Blazing to Barhöft

The forecast for yesterday was pretty accurate and so the morning was spent hunkered down on board under the new cockpit cover enjoying the fact that we weren’t outside. The overnight winds were quite spectacular and the steps up to the jetty were at quite an alarming angle this morning as the whole pontoon had been yawing backwards and forwards during the night in the westerly gale. We enjoyed smugly watching and listening to the rain from under our cover. In between showers we made occasional forays out and checked in on the progress in the Mecklenburg landscape gardening competition taking place on the jetty. Who knew that such things even existed, but, it turns out they do. The teams seemed to be pairs and they had all been given identical materials and a detailed plan to work to, so all we could see was around a dozen identical little gardens with paving and a couple of flower beds emerging. The level of tension and excitement from watching this competition were ….. not palpable …. Still I am sure that the competitors were enjoying it, though how the judges told them apart when they were all identical was a mystery to us!

In the afternoon the weather cleared a little and we headed for a walk round Rostock. Rostock is another Hanseatic town and is the largest city in the German state of Mecklenburg-Western Pomerania. The earliest origins of the town were in the 11th Century when various settlements were founded by Polabian Slavs (a collective term applied to a number of West Slavic) tribes who lived along the Elbe river in what is now eastern Germany). However, in what might have been a fit of pique, Danish king Valdemar I set the town on fire in 1161 and after that it was settled by various German tribes. It grew rapidly and in 1251 became a member of the Hanseatic League. By the 14th century it was a powerful seaport town with 12,000 inhabitants and the largest city in Mecklenburg. It also became an important shipbuilding town. The wealth from this time is self-evident in the surviving buildings.  However, because of its situation and importance as a manufacturing centre, it was heavily bombed during the Second World War. Targets included the Heinkel aeroplane plants and the shipyard, but lots of other historic structures and churches in the city centre were also heavily damaged. The main St.Nicholas’s Church was one of these though it has been restored. St Jacob’s Church was too badly damaged and had to be knocked down in 1960. 

Rostock Rathaus

We went into St. Mary’s Church in the centre. This is one of the three largest in town and seriously impressive inside. it is built in the brick gothic style which is common around the Baltic and almost certainly achieved its objectives if those were to strike the fear of God into all who walked in …. The high altar was a gilded construction done by a Berlin craftsman in 1721 showing various biblical themes, but the stand-out thing for us was the Astronomical Clock. This was built in 1472 by Hans Düringer, a clockmaker from Nuremberg and it has three sections. At the top is an Apostle-(merry)-go-round giving an hourly performance of the apostles crossing before Jesus for a blessing before they enter into eternal bliss. The the last one, Judas, is shut out. In the middle is a clock with the daily time, the relevant zodiac sign, the phases of the moon and the month. Finally at the bottom is a calendar, which was valid until 2017. So it may have run out, but a calendar from 1472 – 2017 is still pretty impressive – more than a Google calendar can manage!

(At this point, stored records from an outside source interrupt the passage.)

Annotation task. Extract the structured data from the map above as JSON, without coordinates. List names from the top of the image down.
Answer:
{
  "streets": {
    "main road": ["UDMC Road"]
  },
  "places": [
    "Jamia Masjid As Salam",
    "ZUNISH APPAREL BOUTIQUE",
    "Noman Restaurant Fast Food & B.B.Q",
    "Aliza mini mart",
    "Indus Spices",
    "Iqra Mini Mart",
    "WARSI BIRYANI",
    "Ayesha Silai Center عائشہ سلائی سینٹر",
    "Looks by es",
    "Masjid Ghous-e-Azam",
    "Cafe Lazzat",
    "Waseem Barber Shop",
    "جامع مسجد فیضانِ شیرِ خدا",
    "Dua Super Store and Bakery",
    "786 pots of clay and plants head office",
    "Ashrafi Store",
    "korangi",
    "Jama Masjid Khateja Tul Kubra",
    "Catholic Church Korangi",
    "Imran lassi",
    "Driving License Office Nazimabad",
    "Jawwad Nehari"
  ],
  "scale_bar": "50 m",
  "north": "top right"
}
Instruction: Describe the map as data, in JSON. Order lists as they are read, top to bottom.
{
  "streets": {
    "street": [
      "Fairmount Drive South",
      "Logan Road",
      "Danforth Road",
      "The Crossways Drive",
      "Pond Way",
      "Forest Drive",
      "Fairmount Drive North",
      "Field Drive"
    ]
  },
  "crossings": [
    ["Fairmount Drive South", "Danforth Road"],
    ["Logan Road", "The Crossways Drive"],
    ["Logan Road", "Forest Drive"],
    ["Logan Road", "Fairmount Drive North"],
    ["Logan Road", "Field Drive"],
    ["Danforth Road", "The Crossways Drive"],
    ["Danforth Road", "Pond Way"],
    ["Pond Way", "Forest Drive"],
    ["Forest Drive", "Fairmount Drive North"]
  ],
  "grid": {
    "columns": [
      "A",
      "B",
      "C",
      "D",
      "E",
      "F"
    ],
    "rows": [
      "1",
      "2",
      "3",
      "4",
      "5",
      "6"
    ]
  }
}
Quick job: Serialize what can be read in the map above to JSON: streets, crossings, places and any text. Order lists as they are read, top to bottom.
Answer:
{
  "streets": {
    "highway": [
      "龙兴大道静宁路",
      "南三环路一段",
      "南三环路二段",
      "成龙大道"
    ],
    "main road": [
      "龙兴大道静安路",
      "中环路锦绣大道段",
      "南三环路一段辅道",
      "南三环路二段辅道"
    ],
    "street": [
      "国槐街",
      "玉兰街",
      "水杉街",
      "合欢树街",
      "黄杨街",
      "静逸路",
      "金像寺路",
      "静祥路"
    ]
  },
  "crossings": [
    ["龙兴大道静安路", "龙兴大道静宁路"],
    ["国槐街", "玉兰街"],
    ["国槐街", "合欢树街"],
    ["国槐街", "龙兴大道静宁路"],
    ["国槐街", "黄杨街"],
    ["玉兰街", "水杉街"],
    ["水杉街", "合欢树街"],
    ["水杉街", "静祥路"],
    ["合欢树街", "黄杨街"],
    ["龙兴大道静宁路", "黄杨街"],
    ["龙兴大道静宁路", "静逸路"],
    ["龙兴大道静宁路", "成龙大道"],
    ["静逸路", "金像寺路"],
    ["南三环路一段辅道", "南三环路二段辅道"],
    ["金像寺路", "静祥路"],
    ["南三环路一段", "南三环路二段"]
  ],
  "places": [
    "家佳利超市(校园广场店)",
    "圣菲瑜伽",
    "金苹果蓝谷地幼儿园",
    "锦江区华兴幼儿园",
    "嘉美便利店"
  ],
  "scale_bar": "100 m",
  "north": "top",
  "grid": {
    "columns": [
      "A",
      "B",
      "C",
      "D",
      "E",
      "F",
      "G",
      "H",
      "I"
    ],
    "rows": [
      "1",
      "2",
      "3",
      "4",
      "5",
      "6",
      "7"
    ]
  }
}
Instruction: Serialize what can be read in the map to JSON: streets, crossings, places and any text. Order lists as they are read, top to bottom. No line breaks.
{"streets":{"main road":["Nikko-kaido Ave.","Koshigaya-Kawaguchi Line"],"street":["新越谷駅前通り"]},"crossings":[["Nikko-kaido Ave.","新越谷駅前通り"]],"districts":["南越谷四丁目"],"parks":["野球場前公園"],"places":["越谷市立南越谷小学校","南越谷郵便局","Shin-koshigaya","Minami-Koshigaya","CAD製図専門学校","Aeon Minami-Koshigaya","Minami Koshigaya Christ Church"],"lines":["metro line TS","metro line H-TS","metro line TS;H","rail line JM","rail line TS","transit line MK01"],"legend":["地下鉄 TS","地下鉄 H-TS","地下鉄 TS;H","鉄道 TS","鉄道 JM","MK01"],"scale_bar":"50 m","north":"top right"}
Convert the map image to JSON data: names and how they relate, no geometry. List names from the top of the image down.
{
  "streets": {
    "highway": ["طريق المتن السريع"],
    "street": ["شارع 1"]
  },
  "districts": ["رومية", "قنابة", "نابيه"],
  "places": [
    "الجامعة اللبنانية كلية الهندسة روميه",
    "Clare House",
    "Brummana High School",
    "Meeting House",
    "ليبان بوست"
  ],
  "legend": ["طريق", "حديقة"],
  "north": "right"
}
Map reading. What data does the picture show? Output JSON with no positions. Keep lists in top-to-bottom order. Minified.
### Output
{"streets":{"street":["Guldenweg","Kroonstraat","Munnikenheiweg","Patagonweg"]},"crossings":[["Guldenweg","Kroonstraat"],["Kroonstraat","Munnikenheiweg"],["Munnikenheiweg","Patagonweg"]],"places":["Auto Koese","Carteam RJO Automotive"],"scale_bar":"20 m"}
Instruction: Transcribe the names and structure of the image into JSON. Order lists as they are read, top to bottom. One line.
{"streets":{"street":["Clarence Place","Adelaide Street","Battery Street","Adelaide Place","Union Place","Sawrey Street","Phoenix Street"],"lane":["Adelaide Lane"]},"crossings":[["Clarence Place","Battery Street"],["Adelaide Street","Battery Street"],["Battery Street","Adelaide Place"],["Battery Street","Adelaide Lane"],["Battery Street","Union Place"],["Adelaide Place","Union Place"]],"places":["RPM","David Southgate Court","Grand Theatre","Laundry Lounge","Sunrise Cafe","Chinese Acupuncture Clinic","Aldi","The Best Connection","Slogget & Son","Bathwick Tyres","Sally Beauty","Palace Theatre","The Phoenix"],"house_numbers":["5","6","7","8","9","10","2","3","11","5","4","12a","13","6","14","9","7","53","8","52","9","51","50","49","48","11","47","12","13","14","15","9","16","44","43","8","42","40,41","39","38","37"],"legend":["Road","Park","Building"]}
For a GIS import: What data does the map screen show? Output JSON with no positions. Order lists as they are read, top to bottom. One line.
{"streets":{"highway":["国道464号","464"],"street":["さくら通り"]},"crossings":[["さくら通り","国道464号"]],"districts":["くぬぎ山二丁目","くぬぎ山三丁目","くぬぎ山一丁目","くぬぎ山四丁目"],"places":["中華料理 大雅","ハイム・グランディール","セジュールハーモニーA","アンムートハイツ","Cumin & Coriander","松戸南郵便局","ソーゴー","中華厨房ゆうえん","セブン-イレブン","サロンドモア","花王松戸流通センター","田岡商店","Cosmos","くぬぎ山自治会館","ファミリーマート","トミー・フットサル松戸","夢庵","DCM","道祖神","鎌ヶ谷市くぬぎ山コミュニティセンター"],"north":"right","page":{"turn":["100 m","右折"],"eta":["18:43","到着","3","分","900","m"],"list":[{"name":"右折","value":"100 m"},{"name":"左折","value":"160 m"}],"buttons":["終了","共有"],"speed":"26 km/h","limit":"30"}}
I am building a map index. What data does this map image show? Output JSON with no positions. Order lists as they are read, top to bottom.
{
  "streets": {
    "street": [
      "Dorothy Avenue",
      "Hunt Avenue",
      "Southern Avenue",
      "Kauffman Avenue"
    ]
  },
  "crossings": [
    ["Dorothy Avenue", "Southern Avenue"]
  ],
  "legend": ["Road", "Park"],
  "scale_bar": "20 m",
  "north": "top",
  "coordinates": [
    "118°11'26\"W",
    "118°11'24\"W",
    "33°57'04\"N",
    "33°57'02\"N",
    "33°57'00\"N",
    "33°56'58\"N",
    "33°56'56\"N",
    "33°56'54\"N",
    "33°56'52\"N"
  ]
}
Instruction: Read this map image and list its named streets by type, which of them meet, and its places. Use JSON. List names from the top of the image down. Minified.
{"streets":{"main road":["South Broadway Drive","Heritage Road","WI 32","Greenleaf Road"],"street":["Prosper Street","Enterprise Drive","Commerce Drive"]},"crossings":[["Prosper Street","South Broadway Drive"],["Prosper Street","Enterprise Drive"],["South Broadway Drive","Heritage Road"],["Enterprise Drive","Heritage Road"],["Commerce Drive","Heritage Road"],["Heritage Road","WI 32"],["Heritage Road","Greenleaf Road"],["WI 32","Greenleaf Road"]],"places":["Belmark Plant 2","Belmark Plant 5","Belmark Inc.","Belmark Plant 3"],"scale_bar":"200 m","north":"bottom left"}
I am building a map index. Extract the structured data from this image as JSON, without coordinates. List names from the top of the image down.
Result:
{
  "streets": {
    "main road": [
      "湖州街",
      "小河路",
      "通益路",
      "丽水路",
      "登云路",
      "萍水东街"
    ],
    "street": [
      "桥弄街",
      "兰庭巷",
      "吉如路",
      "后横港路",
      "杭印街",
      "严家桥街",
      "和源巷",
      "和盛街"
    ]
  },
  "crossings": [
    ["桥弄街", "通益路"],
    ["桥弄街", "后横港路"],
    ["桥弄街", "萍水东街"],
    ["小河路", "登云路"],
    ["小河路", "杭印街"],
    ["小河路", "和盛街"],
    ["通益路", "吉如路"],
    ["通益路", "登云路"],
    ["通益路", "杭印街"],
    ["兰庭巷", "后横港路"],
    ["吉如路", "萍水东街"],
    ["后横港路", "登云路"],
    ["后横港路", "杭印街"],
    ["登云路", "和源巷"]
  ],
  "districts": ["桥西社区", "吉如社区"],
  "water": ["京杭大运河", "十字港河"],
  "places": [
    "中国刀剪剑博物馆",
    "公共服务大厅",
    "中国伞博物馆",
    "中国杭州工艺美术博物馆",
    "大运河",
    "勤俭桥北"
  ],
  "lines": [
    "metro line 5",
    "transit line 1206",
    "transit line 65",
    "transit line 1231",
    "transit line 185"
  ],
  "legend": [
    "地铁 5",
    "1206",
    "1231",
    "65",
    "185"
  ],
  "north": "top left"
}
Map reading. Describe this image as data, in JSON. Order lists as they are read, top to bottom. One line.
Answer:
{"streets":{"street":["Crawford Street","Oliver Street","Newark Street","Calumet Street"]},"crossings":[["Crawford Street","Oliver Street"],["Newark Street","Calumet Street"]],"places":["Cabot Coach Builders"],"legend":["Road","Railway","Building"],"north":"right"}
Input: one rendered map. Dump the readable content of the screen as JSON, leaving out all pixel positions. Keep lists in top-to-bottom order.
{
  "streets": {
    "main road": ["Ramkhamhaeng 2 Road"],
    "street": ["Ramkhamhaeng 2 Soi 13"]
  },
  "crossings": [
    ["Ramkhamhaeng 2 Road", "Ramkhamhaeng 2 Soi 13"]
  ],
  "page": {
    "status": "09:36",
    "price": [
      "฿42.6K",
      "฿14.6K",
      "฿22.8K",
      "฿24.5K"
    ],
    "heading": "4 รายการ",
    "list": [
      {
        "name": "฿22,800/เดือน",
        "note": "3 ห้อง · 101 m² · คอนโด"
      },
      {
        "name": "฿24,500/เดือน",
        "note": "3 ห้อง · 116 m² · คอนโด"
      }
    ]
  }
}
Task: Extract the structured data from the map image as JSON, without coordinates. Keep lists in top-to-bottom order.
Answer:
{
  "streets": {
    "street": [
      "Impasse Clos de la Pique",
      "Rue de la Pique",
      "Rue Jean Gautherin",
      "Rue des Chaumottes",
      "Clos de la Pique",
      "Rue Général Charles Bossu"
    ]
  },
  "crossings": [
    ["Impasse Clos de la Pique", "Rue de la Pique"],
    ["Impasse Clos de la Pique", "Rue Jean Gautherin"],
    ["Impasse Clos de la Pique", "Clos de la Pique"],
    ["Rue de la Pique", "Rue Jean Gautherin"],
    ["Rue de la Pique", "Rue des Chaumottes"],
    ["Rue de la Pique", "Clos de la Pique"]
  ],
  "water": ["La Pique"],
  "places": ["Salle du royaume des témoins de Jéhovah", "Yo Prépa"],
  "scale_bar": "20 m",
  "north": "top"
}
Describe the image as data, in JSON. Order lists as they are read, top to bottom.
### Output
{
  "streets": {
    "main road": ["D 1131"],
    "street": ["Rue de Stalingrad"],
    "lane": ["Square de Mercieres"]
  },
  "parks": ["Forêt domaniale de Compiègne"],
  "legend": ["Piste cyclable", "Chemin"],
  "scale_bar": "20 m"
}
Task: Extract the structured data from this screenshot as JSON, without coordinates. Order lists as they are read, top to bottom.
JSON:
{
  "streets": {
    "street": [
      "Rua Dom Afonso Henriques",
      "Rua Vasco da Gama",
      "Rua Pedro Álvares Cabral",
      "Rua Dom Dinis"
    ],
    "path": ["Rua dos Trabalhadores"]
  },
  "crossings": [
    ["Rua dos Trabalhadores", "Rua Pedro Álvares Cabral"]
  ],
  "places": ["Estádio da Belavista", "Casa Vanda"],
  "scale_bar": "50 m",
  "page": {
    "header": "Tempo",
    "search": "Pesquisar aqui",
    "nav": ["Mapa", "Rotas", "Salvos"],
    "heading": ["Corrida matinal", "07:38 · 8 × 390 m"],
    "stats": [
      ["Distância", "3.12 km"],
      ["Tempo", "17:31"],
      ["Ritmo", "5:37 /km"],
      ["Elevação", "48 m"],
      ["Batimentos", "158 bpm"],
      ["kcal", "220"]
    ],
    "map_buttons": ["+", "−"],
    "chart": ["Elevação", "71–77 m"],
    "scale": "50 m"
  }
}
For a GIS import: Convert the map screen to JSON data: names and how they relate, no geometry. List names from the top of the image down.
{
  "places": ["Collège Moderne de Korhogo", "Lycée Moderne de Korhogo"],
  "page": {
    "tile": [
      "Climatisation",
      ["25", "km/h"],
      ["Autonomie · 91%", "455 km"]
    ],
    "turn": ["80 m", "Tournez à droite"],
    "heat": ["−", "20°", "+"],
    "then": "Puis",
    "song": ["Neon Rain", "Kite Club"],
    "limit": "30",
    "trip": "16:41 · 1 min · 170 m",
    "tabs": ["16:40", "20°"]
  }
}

Astronomical clock – St.Mary’s Church Rostock

The next day we headed off again. With a fairly long run we decided to make an early start and left Rostock at 0605 and had breakfast on the way back down the river. Once back at the river entrance we hoisted full main and two-thirds jib and romped across towards Dasser Ort on a close reach at an average of over 7 knots. We kept this going just after 11am by which time we had rounded Dasser Ort, but sadly the wind then died, so the engine came on for a couple of hours. By 2pm though we were sailing again with a lovely F3 from the port quarter and this blew us all the way across to the Gelenstrom Channel which we entered by the Gellen lighthouse. As we entered this channel we took the main down and carried on under jib only until we got right in through the channel. We then motored the short distance across to the harbour at Barhöft and tied up on a stern buoy and bows to the jetty at 1545 – a trip of 54.3m and an excellent sail.